Data entries:
◇ ◇ ◇ ◇ ◇
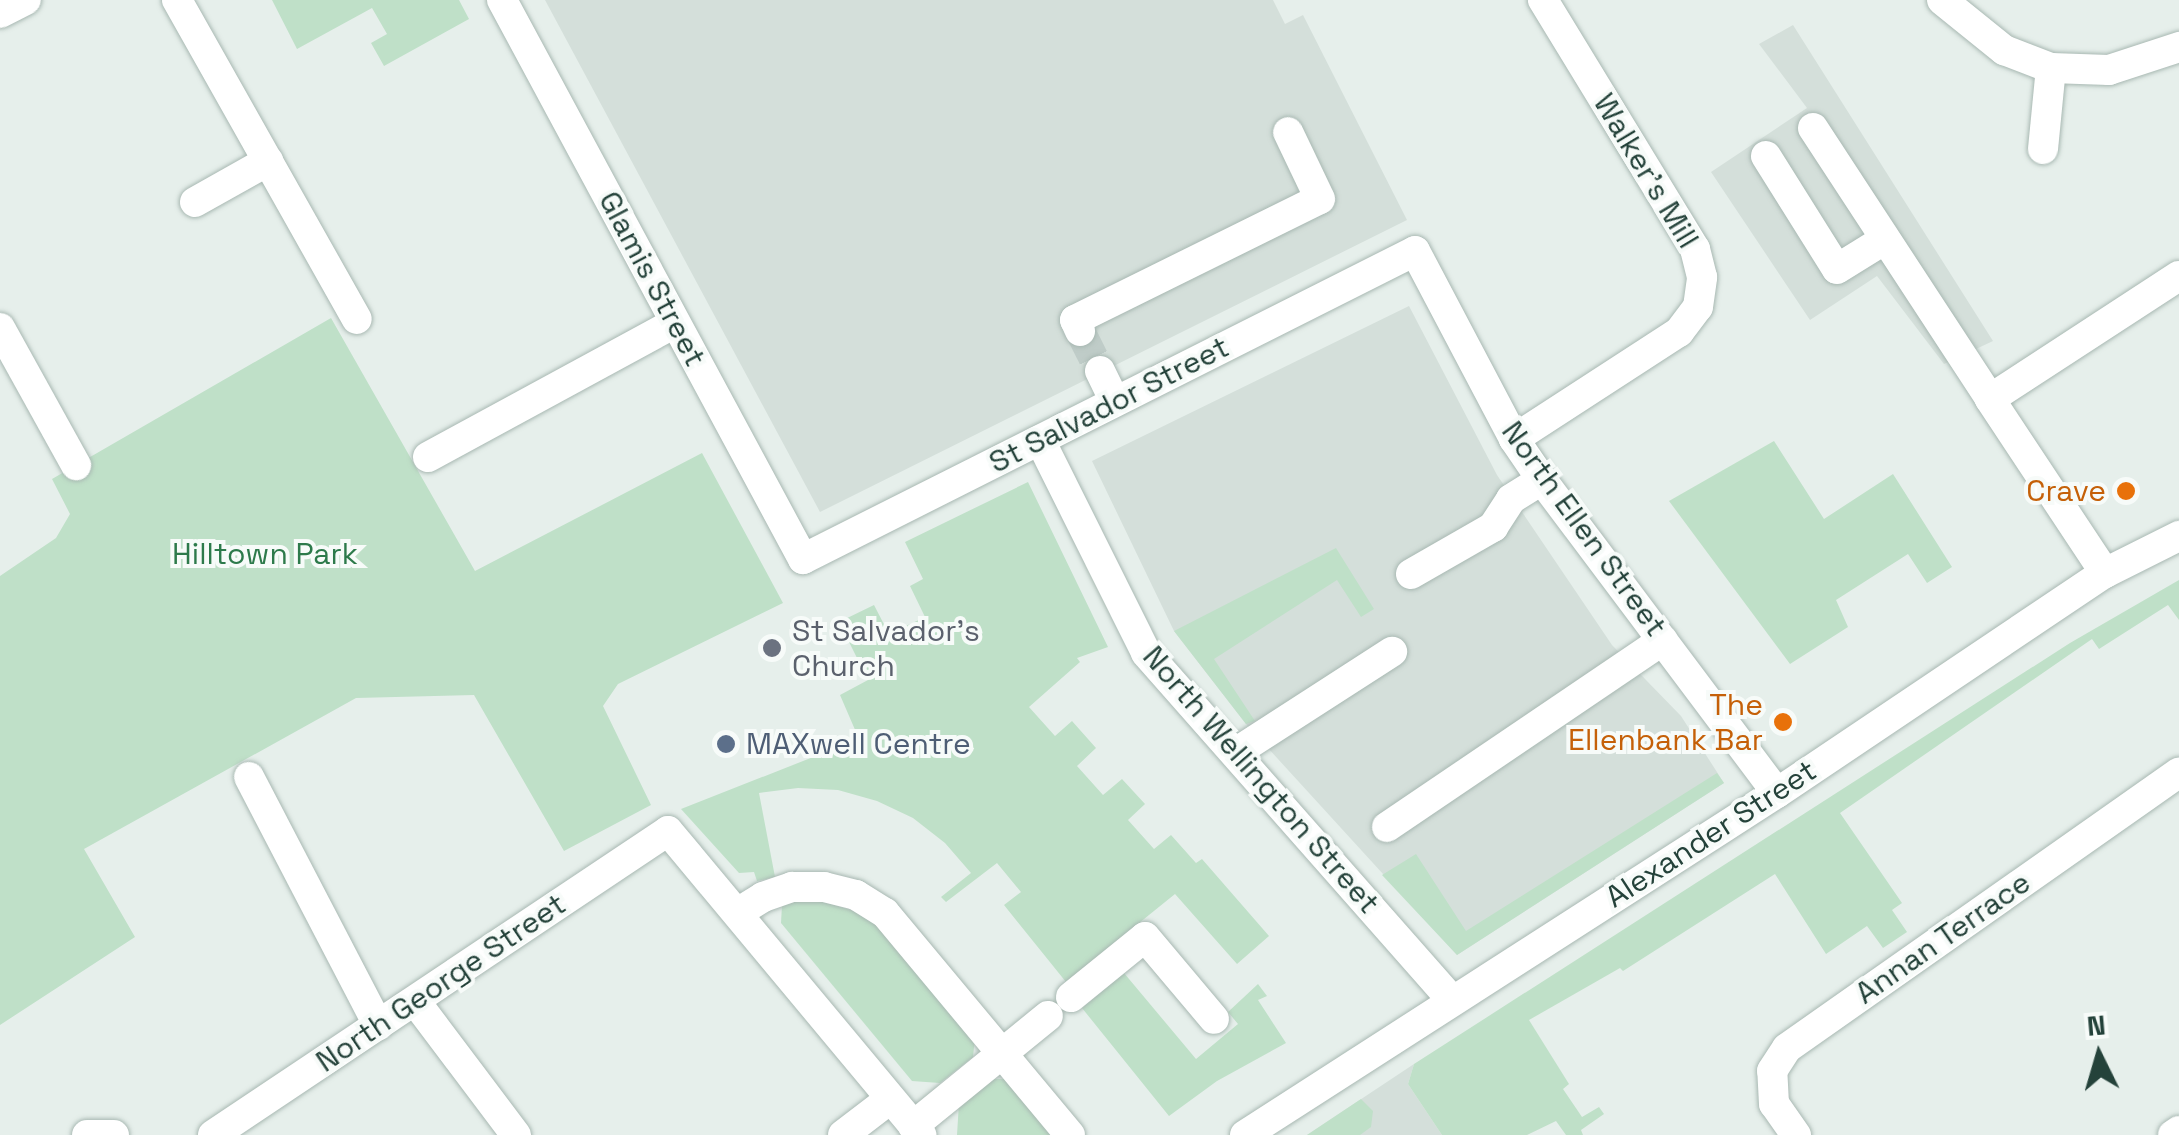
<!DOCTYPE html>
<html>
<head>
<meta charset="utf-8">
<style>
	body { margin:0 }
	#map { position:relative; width:2179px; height:1135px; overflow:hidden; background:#e6efeb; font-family:"Space Grotesk",sans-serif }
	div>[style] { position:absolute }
	.built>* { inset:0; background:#d4dfda }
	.green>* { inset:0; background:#bfe0c8 }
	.minor-tunnel>* { height:30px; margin-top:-15px; transform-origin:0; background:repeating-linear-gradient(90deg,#bfccc8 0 30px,transparent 0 45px) }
	.roads { filter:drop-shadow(0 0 2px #a8b8b2) drop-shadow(0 0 2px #a8b8b2) }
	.minor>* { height:30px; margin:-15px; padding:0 15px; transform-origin:15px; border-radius:15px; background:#fff }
	.dots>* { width:28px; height:28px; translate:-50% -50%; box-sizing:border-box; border:5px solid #f7fbf9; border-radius:50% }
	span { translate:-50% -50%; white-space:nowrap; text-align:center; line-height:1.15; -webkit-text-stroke:8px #f7fbf9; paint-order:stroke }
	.street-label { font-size:30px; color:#24423a }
	.food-label { font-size:30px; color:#c56008 }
	.right { translate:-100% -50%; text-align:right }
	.park-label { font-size:30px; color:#2d7a4b }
	.worship-label { font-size:30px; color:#5b616d }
	.left { translate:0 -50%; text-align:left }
	.service-label { font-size:30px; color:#4e5e75 }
	.north { position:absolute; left:2049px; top:1005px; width:100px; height:100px; -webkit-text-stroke:8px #f7fbf9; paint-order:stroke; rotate:355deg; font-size:28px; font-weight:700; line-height:40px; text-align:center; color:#24423a }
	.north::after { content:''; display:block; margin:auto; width:35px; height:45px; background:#24423a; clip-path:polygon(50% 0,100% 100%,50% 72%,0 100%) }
</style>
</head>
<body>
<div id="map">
	<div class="built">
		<i style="clip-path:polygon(545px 0,1273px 0,1285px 24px,1303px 15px,1407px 220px,820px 512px)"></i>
		<i style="clip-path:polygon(1793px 25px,1993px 341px,1944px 364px,1877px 276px,1810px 320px,1711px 172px,1807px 108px,1759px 44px)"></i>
		<i style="clip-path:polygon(1409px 306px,1497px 475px,1612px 645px,1681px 716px,1724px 783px,1457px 955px,1246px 724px,1174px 631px,1092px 461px)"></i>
		<i style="clip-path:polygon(1414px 1064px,1408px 1084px,1442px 1135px,1307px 1135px)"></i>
	</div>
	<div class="green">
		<i style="clip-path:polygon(272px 0,459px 0,469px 19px,384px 66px,371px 43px,387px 34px,372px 8px,297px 49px)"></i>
		<i style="clip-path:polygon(331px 318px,475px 571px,702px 453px,783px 603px,618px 684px,603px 706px,651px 805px,564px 851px,474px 695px,356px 698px,84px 849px,135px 937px,0 1025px,0 576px,56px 538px,70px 514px,52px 479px)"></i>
		<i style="clip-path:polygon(1774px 441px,1824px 519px,1893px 474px,1952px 567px,1927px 583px,1908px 554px,1836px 600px,1848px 627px,1790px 664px,1669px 501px)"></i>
		<i style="clip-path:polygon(1028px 482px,1108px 647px,1077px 658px,1080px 662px,1029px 707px,1055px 736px,1072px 721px,1096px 748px,1077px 766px,1103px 795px,1122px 779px,1145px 804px,1128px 820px,1154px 849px,1171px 835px,1196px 863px,1202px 859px,1269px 936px,1237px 964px,1175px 894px,1066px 982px,1004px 905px,1021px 892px,997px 863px,946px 902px,941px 897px,971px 873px,945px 843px,913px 818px,877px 801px,838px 790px,798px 788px,759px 793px,775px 877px,757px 881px,754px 872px,739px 873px,681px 809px,859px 739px,840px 695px,868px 680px,839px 622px,874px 605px,889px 634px,925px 617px,910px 586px,923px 579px,905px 542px)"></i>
		<i style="clip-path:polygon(1336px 548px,1374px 609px,1361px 617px,1337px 580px,1214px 659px,1255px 721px,1246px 724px,1174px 631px)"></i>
		<i style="clip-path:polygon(2179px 580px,2179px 620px,2168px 605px,2099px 649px,2092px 639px,1840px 813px,1902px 903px,1892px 910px,1907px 932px,1883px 948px,1867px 926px,1826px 954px,1775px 874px,1623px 971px,1620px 968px,1529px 1020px,1569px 1084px,1563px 1089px,1582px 1117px,1599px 1107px,1604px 1114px,1581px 1130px,1583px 1135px,1566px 1135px,1556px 1121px,1527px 1135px,1442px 1135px,1408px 1084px,1414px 1064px,2070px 643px)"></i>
		<i style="clip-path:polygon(1717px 773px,1724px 783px,1457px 955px,1382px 875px,1416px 854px,1466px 931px)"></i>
		<i style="clip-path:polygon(812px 898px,876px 918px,975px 1038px,973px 1057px,940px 1083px,912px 1081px,781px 923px,782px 905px)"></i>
		<i style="clip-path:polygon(1124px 973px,1196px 1059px,1238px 1024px,1228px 1012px,1258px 984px,1267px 996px,1258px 1000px,1286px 1043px,1217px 1081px,1169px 1116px,1082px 1008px)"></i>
		<i style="clip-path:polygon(994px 1079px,1012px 1079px,1058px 1135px,957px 1135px,959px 1103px)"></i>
		<i style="clip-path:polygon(1361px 1099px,1373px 1111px,1371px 1127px,1360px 1135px,1307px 1135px)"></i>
	</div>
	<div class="minor-tunnel">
		<i style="left:1080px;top:331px;width:45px;rotate:63.4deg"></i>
	</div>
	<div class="roads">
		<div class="minor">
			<i style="left:177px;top:0;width:366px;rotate:60.6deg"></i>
			<i style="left:502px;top:0;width:635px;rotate:61.7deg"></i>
			<i style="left:803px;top:559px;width:685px;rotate:-26.71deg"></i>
			<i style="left:1415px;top:251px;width:212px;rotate:62.2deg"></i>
			<i style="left:1514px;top:439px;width:50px;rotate:55.7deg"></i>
			<i style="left:1542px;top:480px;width:391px;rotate:53.1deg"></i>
			<i style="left:1942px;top:0;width:80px;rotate:38.9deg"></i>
			<i style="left:2004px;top:50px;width:50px;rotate:21deg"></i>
			<i style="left:2051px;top:68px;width:58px;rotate:2deg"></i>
			<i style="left:2109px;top:70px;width:74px;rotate:-18.2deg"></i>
			<i style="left:0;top:13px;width:29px;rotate:-27deg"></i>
			<i style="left:1813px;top:128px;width:324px;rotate:56.8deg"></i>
			<i style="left:2043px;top:149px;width:81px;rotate:-84.4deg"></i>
			<i style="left:1766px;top:156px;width:133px;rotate:57.9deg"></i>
			<i style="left:1837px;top:269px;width:55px;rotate:-31.7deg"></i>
			<i style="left:195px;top:202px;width:84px;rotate:-29.3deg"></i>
			<i style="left:0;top:328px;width:157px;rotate:61deg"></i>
			<i style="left:1080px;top:331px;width:12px;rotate:-114deg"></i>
			<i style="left:1075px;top:320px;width:273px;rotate:-26.3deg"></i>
			<i style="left:1320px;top:199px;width:74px;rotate:-115.5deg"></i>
			<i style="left:1100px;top:371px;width:34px;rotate:64deg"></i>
			<i style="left:1514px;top:439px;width:197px;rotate:-33deg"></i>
			<i style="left:1679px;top:332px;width:31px;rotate:-53deg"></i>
			<i style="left:1698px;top:307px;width:30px;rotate:-82deg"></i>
			<i style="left:1702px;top:277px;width:29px;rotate:-104deg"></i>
			<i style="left:1695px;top:249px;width:292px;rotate:-121.4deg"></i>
			<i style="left:1040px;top:440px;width:238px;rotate:63.5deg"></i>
			<i style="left:1146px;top:653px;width:461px;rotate:48.6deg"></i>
			<i style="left:428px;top:457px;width:281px;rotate:-28.5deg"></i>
			<i style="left:2105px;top:573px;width:209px;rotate:-123.5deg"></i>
			<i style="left:1990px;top:399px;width:225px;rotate:-33.1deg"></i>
			<i style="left:1411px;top:574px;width:95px;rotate:-29.8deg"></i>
			<i style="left:1493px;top:527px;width:33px;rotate:-57deg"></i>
			<i style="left:1511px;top:499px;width:36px;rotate:-32deg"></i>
			<i style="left:1235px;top:753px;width:187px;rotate:-32.8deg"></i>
			<i style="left:249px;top:777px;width:280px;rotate:62.5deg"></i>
			<i style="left:1387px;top:827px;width:333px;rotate:-34.1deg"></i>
			<i style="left:739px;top:912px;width:28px;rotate:-32deg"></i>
			<i style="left:763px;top:897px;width:31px;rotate:-19deg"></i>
			<i style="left:792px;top:887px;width:32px"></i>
			<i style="left:824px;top:887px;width:33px;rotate:14deg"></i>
			<i style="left:856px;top:895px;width:34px;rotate:32deg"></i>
			<i style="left:885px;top:913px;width:289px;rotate:50.2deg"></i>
			<i style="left:1071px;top:997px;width:95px;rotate:-39deg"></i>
			<i style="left:1145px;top:937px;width:107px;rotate:49.9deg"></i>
			<i style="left:415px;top:1001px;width:168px;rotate:53deg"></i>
			<i style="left:913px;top:1126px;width:174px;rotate:-39.2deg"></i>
			<i style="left:87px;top:1135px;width:27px"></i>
			<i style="left:213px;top:1135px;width:547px;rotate:-33.75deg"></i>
			<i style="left:668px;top:831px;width:396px;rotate:50.2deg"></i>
			<i style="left:843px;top:1135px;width:59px;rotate:-37.5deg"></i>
			<i style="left:1245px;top:1135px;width:632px;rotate:-32.74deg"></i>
			<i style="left:1777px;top:793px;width:395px;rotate:-33.9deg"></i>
			<i style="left:2105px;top:573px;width:83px;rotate:-26.6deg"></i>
			<i style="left:1796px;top:1135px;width:38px;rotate:-125deg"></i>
			<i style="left:1774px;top:1104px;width:33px;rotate:-93deg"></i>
			<i style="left:1772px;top:1071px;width:27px;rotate:-57deg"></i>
			<i style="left:1787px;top:1048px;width:479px;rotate:-35.1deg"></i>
			<i style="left:2173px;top:1135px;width:7px;rotate:-34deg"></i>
		</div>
	</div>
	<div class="dots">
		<i style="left:2126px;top:491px;background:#e8710a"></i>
		<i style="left:772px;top:648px;background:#6b7280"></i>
		<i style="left:1783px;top:722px;background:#e8710a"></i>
		<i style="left:726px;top:744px;background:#5c6f8a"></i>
	</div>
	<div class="street-label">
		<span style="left:1646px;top:171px;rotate:59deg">Walker's Mill</span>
		<span style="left:652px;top:279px;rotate:62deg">Glamis Street</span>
		<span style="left:1109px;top:405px;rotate:-27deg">St Salvador Street</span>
		<span style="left:1584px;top:529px;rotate:54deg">North Ellen Street</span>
		<span style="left:1261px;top:780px;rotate:49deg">North Wellington Street</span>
		<span style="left:1711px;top:834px;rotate:-33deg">Alexander Street</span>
		<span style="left:1943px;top:938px;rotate:-35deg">Annan Terrace</span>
		<span style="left:441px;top:983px;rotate:-34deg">North George Street</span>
	</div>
	<div class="food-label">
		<span class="right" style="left:2106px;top:491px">Crave</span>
		<span class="right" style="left:1763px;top:722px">The<br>Ellenbank Bar</span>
	</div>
	<div class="park-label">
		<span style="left:265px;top:554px">Hilltown Park</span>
	</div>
	<div class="worship-label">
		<span class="left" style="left:792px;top:648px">St Salvador's<br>Church</span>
	</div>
	<div class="service-label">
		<span class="left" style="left:746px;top:744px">MAXwell Centre</span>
	</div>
	<div class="north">N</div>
</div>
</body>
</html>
◇ ◇ ◇ ◇ ◇
## [Task statement]
Repeat the lines exactly as they stand, from the opening line of the data through the line with "position:relative; width:2179px; height:1135px;". Pictures stay out of the copy.

## [Result for this task]
<!DOCTYPE html>
<html>
<head>
<meta charset="utf-8">
<style>
	body { margin:0 }
	#map { position:relative; width:2179px; height:1135px; overflow:hidden; background:#e6efeb; font-family:"Space Grotesk",sans-serif }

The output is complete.